▼

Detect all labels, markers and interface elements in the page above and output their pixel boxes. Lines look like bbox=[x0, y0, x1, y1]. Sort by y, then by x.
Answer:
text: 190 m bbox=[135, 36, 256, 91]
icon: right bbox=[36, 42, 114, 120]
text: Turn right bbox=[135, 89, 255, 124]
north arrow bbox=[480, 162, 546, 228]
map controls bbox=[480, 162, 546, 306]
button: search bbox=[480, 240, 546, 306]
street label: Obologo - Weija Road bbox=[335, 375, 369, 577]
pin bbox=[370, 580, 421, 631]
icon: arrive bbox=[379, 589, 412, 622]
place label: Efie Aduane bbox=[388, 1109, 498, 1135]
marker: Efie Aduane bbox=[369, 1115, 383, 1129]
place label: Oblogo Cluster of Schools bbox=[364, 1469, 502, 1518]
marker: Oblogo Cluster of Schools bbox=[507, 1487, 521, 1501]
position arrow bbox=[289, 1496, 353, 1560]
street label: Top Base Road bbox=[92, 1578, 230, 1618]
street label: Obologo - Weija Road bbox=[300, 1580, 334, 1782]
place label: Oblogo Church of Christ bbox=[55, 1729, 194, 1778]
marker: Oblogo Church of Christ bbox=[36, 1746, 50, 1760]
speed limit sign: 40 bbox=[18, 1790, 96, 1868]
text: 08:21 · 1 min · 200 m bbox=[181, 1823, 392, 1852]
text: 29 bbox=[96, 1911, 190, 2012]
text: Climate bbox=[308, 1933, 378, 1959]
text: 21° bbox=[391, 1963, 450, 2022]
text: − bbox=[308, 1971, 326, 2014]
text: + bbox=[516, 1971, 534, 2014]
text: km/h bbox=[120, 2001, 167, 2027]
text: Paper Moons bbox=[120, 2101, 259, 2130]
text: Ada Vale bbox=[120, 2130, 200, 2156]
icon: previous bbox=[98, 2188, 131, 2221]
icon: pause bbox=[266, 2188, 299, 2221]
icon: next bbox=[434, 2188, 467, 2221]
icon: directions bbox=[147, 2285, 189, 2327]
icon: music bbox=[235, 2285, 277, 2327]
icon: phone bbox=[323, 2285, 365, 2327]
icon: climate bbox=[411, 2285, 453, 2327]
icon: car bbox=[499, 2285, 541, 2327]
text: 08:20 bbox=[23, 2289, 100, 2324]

▲

• _Exercise details_:
Search the entries for the word "Efie" and show every line that has it.

• _Result for this exercise_:
place label: Efie Aduane bbox=[388, 1109, 498, 1135]
marker: Efie Aduane bbox=[369, 1115, 383, 1129]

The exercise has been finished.